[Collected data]
-- Opening Marker --

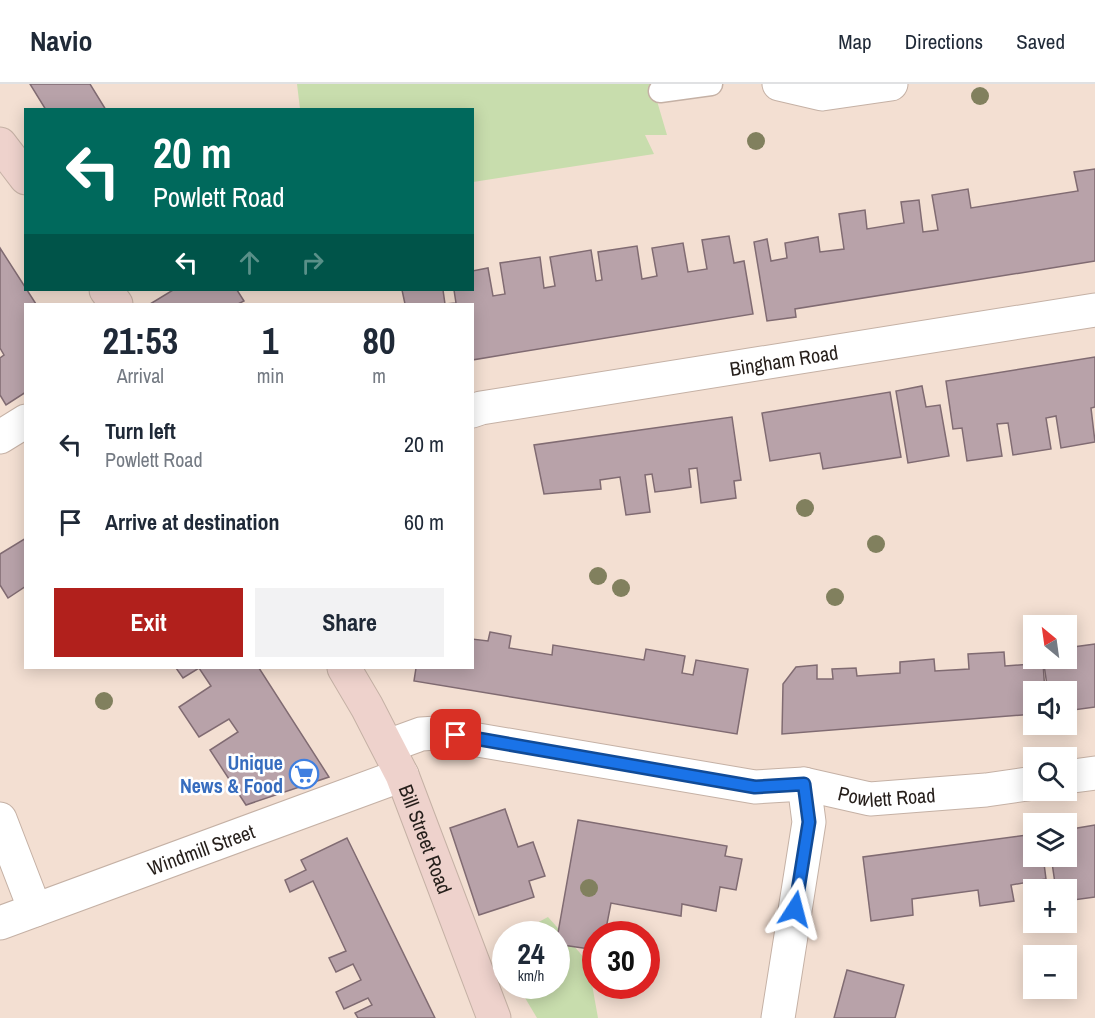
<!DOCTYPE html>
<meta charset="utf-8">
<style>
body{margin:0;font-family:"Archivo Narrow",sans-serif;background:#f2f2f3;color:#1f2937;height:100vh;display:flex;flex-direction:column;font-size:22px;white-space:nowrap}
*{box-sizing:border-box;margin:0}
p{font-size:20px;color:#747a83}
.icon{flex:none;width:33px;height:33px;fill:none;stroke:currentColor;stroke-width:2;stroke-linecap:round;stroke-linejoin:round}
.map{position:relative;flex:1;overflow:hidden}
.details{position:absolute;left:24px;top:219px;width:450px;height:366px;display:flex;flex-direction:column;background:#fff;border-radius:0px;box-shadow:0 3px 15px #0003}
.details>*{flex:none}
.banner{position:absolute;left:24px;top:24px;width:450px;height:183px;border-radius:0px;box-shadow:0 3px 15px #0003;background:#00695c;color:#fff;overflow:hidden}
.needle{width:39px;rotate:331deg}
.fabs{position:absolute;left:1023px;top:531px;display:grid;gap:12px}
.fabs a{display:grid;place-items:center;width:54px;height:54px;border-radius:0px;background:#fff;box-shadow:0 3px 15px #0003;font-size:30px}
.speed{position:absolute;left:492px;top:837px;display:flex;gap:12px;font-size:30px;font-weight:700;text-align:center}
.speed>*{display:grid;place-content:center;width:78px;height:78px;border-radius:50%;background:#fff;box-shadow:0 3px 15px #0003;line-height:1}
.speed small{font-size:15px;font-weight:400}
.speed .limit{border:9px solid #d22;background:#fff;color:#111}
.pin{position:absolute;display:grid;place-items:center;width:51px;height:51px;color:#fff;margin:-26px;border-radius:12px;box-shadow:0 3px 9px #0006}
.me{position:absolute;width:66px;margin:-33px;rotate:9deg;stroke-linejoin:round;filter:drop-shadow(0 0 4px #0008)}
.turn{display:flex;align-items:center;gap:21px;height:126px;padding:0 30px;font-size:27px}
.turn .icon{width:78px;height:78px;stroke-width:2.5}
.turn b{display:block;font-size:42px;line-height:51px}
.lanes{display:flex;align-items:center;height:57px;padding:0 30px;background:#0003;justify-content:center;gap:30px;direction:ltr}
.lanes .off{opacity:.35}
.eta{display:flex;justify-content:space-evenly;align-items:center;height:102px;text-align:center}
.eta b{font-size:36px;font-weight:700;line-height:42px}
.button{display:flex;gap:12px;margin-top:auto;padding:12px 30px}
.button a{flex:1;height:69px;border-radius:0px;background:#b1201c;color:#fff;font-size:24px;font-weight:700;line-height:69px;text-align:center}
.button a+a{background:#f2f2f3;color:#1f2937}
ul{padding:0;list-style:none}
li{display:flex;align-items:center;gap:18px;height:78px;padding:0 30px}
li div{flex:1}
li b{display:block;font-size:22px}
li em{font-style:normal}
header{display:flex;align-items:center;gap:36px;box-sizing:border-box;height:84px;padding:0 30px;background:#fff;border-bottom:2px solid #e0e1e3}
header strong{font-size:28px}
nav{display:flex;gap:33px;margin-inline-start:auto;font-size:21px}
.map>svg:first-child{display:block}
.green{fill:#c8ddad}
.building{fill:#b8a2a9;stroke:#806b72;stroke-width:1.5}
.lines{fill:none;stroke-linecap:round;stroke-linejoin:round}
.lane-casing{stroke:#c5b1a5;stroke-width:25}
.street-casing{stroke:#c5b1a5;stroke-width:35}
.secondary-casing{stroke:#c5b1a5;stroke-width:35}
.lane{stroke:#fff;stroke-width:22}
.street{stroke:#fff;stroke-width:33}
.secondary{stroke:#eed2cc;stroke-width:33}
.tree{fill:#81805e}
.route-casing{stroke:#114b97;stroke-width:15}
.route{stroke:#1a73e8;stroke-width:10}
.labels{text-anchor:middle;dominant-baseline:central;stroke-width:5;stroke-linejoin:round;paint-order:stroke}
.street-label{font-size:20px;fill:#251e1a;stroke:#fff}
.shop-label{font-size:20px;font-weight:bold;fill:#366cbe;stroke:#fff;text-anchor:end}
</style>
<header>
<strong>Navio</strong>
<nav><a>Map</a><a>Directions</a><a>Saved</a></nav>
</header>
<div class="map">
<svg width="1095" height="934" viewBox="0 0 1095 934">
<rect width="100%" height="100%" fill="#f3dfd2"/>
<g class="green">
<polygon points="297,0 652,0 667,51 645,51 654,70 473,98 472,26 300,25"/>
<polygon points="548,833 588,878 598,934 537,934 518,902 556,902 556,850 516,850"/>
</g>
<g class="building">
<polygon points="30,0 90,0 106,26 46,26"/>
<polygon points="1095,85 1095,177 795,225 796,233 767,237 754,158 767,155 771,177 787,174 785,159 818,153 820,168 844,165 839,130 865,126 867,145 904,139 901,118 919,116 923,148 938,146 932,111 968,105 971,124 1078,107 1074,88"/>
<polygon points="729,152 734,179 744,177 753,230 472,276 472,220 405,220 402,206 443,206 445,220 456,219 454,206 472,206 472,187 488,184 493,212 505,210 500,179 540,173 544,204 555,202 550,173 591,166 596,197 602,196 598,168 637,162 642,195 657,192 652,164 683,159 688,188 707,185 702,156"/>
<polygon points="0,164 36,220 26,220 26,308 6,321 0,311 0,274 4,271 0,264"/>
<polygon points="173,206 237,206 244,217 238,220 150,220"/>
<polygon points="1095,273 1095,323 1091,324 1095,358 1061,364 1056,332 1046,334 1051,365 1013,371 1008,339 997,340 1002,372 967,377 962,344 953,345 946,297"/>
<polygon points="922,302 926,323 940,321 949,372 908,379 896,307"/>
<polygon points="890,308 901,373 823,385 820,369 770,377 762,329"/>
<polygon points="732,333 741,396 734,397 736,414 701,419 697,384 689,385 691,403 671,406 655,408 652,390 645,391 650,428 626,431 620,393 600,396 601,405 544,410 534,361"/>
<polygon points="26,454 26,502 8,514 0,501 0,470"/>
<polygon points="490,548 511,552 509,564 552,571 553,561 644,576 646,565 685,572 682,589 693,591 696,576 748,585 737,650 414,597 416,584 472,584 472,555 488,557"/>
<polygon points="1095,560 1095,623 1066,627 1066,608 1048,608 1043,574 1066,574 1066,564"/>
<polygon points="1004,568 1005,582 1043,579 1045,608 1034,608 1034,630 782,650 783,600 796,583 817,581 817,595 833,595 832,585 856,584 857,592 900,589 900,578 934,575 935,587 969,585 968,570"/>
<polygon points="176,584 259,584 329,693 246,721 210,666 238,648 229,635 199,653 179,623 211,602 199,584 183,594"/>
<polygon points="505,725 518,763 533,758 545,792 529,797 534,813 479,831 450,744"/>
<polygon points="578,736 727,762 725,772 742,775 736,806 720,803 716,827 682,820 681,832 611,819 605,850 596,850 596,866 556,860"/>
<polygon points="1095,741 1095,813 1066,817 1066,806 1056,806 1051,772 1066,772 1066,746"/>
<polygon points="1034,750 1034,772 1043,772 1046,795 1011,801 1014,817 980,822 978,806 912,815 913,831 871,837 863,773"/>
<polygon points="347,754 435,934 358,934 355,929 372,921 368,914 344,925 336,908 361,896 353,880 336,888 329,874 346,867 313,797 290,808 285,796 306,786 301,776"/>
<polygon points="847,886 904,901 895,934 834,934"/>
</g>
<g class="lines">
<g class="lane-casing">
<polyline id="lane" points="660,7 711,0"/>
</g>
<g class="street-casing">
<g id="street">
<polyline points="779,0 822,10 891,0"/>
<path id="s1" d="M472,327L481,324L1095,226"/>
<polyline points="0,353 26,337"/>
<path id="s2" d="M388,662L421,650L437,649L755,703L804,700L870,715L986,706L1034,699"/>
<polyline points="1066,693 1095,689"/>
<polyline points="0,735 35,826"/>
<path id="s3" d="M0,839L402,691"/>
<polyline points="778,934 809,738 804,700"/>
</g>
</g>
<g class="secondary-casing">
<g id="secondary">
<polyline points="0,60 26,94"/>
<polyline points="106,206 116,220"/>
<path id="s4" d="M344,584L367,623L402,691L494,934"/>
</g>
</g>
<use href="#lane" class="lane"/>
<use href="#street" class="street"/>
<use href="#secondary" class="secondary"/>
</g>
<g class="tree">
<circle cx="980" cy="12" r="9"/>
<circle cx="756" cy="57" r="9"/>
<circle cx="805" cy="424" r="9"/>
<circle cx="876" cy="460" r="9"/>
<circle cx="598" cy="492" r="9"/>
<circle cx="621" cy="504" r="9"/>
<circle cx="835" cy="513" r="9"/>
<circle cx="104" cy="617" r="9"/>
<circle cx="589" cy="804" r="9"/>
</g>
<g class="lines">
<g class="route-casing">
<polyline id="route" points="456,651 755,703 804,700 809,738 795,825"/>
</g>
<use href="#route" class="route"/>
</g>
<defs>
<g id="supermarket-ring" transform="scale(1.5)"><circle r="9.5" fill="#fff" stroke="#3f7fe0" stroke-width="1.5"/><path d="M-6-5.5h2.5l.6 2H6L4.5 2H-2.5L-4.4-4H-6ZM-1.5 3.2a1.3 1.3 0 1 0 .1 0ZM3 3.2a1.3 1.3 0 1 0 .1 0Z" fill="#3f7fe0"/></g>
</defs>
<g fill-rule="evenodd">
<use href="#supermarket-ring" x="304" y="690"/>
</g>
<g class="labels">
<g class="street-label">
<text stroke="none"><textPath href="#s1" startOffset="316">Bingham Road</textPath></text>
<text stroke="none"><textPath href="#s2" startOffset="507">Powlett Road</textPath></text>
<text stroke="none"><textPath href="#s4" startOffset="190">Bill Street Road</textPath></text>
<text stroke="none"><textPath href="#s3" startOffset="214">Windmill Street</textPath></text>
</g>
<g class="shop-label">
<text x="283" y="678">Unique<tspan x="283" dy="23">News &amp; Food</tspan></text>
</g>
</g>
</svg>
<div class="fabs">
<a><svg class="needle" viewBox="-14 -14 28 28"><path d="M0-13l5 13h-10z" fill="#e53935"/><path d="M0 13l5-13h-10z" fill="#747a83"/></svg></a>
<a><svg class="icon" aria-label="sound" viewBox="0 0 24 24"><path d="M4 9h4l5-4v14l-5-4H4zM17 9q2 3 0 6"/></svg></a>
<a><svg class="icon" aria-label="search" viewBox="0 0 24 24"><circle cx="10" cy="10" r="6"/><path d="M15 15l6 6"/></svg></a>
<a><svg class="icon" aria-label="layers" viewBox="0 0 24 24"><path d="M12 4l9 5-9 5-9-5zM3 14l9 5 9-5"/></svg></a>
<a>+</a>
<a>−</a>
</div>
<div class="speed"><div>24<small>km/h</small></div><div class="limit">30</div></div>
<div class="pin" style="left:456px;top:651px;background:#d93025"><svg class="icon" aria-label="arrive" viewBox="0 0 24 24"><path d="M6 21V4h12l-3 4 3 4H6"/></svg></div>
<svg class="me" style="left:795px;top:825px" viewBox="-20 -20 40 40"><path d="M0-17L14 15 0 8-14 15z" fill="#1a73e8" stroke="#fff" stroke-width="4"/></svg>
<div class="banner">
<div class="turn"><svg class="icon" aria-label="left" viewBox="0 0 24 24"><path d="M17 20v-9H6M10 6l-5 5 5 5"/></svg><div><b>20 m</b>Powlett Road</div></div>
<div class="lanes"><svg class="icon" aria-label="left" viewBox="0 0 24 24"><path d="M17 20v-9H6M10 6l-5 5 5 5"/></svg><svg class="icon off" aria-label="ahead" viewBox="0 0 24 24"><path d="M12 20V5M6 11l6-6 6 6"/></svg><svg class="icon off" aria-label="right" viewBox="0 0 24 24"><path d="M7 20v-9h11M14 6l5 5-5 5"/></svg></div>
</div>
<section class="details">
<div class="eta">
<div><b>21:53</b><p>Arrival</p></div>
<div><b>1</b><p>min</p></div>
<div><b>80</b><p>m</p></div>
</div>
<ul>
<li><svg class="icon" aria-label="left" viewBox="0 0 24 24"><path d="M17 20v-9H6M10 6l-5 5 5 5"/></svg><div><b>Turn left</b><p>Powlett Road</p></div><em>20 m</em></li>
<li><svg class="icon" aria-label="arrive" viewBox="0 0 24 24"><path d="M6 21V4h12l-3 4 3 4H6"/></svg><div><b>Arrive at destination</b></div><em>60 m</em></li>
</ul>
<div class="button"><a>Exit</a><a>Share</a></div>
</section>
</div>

-- Closing Marker --

### [Required work]
Work out how many lines of the data hold the string "place". Reply with that number alone.

### [Solution to this problem]
3